Nosotros hacemos las cosas de manera diferente. Si realmente queremos alcanzar los objetivos de cero residuos, debemos detener este ciclo de “usar y reemplazar”. La solución es sencilla: hacer que las lámparas duren más tiempo.
¿Por qué las lámparas se dañan?
Generalmente, el problema se debe al estrés que sufren las lámparas. Utilizamos tubos de cuarzo de paredes gruesas, ya que los entornos industriales son muy exigentes para estos equipos.
Pero el verdadero problema es el calor. Si se excede el límite de temperatura del filamento, esta se dañará rápidamente. Hay que equilibrar la potencia y la longitud del filamento para reducir la tensión interna. Es un poco complicado, pero así se evita que la lámpara se dañe en el momento menos esperado.
Detalles sobre los materiales
Llenamos nuestras lámparas con gas halógeno. ¿Por qué? Porque evita que el tungsteno se evapore y cubra el interior del tubo. Conocen ese efecto de oscurecimiento que ocurre con el tiempo, cuando la potencia de la lámpara disminuye. Esto evita ese problema.

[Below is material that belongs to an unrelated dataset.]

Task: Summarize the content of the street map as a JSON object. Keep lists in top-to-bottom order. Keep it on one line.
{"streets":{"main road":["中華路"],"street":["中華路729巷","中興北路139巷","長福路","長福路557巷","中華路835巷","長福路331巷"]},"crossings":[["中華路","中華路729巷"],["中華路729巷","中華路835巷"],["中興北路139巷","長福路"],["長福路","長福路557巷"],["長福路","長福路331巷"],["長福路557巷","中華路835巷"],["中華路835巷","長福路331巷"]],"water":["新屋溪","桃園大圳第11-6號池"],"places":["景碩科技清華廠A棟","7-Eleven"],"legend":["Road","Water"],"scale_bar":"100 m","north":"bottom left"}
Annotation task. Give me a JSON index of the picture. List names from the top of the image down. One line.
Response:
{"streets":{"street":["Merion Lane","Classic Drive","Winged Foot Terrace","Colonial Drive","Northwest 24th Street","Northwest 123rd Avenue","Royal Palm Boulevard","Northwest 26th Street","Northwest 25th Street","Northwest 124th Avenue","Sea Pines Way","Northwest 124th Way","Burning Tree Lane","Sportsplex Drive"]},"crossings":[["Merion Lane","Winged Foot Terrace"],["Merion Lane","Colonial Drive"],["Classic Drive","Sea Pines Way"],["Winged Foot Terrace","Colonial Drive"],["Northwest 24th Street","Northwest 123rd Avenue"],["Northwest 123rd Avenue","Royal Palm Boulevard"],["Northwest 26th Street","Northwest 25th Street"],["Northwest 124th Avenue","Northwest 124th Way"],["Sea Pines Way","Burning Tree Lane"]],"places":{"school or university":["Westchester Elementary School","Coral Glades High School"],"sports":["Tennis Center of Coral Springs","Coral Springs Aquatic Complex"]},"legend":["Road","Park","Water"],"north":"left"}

Para la mayoría de los trabajos textiles, utilizamos emisores de onda corta para que el calor llegue rápidamente al material.
Pero hay un detalle importante: hay que tener cuidado con los reflectores. Una lámpara de alta potencia es ideal para los materiales sintéticos, pero ejerce mucha presión sobre los reflectores. Si estos están sucios o dañados, el calor vuelve directamente a la lámpara. El cuarzo se sobrecalienta, se agrieta y todo vuelve a empezar desde cero.
Cómo utilizarlas correctamente
Estas lámparas están diseñadas para ser reemplazadas fácilmente. Ya sea que utilice conectores R7 o Sk15, la conexión debe ser firme. Una conexión floja puede causar arcos eléctricos, lo cual daña inmediatamente los extremos de la lámpara.
Una última cosa: estas lámparas tienen más “inercia térmica” debido a sus paredes gruesas. Habrá que ajustar los parámetros PID. Si no se ajustan adecuadamente, es posible que la temperatura sea demasiado alta y se dañe el material antes incluso de que la lámpara se dañe.